_Exercise prompt_
How many lines in the material below contain the word "text"? Write only the number.

_Data for this exercise_
= = = = = = =

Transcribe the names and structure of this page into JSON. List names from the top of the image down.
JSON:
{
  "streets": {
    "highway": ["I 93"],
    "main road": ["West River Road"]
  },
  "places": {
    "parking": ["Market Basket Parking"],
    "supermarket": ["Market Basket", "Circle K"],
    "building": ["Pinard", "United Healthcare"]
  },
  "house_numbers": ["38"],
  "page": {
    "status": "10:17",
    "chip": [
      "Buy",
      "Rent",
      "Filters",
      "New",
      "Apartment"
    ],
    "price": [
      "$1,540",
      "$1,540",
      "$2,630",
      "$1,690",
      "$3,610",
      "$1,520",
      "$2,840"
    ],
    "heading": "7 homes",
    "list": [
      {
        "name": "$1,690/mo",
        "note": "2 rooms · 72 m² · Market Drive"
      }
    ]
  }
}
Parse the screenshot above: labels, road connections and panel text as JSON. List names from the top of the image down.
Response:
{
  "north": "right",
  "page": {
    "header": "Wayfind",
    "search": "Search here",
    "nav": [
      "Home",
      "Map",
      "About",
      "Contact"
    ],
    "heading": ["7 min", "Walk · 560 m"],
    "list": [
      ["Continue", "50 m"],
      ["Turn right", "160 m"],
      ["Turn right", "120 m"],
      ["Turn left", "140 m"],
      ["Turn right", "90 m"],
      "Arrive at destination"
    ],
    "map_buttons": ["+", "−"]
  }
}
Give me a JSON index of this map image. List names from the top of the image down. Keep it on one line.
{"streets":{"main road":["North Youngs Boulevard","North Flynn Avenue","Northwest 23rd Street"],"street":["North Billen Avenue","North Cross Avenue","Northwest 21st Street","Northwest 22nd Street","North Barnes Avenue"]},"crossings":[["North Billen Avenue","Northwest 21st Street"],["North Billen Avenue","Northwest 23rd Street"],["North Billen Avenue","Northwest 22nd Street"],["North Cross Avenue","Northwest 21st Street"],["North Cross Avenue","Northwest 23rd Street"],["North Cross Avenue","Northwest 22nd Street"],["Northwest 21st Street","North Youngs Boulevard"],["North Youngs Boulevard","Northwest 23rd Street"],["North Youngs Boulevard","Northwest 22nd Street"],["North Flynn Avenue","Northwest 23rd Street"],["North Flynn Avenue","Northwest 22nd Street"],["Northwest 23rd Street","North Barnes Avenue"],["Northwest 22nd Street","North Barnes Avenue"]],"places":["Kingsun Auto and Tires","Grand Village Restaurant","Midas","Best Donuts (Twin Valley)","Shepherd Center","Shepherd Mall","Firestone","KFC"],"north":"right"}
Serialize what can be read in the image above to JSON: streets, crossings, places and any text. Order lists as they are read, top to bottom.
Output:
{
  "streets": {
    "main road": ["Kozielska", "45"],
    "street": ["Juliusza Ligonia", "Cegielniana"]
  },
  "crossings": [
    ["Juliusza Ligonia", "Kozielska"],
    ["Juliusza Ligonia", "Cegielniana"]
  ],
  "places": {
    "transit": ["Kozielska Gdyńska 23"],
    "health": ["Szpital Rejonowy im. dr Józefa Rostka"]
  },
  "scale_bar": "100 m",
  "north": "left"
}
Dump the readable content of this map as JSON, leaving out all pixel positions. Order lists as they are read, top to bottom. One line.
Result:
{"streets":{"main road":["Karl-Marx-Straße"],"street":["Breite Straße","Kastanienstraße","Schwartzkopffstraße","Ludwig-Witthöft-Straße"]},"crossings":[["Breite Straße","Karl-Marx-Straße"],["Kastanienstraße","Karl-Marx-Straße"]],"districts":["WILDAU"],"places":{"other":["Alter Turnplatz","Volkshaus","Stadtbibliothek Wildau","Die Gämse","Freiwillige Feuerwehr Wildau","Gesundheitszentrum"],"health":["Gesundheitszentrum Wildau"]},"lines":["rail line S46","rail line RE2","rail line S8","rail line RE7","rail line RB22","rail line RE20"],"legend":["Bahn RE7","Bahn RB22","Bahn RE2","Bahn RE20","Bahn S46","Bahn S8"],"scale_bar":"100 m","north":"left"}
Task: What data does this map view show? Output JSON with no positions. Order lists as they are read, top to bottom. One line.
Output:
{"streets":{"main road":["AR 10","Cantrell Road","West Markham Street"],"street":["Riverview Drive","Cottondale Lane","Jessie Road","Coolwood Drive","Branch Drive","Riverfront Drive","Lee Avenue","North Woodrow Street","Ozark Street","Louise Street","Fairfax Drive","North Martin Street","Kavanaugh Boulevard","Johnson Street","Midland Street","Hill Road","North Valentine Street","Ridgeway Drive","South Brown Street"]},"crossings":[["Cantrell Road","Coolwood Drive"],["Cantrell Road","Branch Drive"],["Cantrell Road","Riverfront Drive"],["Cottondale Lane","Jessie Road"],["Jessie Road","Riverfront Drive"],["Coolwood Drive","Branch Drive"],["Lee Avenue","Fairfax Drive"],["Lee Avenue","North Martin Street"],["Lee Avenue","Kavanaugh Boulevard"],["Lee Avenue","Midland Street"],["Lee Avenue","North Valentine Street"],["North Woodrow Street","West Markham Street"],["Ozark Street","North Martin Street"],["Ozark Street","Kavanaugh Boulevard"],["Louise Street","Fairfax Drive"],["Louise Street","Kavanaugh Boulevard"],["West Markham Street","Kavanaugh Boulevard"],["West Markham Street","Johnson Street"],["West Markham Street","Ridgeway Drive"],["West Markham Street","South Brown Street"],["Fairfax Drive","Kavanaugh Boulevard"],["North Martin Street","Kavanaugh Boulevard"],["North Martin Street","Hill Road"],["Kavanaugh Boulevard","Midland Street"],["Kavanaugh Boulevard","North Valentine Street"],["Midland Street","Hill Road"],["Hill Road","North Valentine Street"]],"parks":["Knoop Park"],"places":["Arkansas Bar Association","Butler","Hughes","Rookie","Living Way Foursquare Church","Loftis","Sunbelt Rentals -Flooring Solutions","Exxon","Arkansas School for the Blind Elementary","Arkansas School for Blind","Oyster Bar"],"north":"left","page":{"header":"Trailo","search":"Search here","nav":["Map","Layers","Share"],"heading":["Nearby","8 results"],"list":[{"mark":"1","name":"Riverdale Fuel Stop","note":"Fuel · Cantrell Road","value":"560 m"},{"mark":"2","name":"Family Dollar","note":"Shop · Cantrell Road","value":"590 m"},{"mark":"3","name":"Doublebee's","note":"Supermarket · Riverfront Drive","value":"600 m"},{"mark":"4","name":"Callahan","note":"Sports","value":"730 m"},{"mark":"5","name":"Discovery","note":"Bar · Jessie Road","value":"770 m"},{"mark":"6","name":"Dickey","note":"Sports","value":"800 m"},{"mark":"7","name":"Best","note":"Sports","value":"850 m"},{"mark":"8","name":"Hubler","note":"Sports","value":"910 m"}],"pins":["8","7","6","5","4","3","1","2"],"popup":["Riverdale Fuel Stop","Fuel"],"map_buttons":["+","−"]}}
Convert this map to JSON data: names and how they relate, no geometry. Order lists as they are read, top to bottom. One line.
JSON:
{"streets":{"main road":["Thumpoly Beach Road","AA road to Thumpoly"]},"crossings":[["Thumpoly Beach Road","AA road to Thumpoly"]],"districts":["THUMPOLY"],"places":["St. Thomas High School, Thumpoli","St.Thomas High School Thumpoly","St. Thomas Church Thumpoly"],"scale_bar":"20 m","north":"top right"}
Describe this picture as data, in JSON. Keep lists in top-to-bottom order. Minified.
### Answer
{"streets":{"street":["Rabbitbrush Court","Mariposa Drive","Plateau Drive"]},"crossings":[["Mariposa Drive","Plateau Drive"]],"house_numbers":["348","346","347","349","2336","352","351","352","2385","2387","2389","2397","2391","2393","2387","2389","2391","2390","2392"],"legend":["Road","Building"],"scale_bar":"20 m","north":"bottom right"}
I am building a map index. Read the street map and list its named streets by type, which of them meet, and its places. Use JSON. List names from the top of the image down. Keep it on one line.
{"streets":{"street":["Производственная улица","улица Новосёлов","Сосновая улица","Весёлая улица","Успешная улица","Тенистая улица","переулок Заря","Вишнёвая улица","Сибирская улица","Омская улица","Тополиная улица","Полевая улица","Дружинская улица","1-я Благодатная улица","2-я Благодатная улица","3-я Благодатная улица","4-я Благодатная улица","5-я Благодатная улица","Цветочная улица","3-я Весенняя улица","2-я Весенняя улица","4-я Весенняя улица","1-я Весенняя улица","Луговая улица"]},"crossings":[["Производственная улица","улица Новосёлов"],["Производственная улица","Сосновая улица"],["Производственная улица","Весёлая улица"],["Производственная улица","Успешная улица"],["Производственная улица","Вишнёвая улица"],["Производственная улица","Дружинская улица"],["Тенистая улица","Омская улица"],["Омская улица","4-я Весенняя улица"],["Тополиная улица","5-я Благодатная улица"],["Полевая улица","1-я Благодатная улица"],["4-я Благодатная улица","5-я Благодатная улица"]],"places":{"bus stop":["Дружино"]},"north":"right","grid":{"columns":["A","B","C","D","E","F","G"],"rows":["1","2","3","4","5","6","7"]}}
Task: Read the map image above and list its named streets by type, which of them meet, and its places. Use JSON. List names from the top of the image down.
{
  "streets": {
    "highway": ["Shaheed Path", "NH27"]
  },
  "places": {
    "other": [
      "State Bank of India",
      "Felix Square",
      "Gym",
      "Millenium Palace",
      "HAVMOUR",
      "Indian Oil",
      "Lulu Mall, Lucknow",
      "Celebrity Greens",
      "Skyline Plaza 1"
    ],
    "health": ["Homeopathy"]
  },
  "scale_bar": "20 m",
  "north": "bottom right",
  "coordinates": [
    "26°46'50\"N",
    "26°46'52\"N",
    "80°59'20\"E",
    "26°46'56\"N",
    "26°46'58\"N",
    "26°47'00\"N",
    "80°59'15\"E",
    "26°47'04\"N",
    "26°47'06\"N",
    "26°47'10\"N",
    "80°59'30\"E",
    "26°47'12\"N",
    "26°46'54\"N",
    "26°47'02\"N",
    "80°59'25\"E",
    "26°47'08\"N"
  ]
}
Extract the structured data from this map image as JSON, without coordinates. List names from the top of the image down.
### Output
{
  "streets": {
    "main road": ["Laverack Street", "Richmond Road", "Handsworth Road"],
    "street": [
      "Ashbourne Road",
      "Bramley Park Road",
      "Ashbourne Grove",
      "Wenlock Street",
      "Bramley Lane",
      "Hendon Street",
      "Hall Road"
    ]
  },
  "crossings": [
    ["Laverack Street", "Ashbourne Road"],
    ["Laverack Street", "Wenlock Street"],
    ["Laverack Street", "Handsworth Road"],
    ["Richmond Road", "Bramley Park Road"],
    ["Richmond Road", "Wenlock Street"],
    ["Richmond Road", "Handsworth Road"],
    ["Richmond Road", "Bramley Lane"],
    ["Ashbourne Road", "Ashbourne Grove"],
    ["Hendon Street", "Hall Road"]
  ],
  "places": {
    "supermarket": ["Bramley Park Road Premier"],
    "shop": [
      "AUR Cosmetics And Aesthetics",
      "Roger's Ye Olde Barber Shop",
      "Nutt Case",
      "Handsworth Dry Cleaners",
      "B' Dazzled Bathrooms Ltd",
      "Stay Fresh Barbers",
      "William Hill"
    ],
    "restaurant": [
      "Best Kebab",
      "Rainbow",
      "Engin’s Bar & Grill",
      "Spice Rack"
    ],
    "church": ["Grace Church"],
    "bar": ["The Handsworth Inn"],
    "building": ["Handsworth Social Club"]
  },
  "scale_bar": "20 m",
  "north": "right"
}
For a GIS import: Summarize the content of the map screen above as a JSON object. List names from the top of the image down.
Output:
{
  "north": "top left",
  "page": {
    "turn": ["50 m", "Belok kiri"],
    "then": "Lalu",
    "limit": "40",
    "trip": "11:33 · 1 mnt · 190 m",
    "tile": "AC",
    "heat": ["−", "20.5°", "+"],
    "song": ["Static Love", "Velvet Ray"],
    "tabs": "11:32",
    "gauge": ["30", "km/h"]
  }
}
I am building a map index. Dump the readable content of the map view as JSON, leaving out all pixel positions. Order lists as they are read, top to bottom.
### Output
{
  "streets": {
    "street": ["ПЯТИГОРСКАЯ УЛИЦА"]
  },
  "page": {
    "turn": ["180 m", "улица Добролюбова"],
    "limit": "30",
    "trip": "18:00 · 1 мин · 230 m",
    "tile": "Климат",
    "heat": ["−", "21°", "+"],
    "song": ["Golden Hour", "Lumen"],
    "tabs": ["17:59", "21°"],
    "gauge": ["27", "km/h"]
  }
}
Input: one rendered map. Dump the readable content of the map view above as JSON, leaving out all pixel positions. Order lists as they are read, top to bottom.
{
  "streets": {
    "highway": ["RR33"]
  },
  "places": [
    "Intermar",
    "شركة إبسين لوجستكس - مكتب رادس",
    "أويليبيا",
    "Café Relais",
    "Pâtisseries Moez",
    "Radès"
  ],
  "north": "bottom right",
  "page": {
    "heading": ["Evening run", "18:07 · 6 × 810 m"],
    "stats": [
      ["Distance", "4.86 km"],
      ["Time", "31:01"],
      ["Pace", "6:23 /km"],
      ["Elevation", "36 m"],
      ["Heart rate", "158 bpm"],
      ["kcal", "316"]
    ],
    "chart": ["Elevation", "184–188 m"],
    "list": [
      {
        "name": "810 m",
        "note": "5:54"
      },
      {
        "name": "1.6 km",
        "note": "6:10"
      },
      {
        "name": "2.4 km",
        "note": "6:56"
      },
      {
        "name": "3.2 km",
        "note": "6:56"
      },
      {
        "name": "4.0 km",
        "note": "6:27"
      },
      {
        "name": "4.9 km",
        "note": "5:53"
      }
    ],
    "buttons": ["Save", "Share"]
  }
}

= = = = = = =

_Response box_
2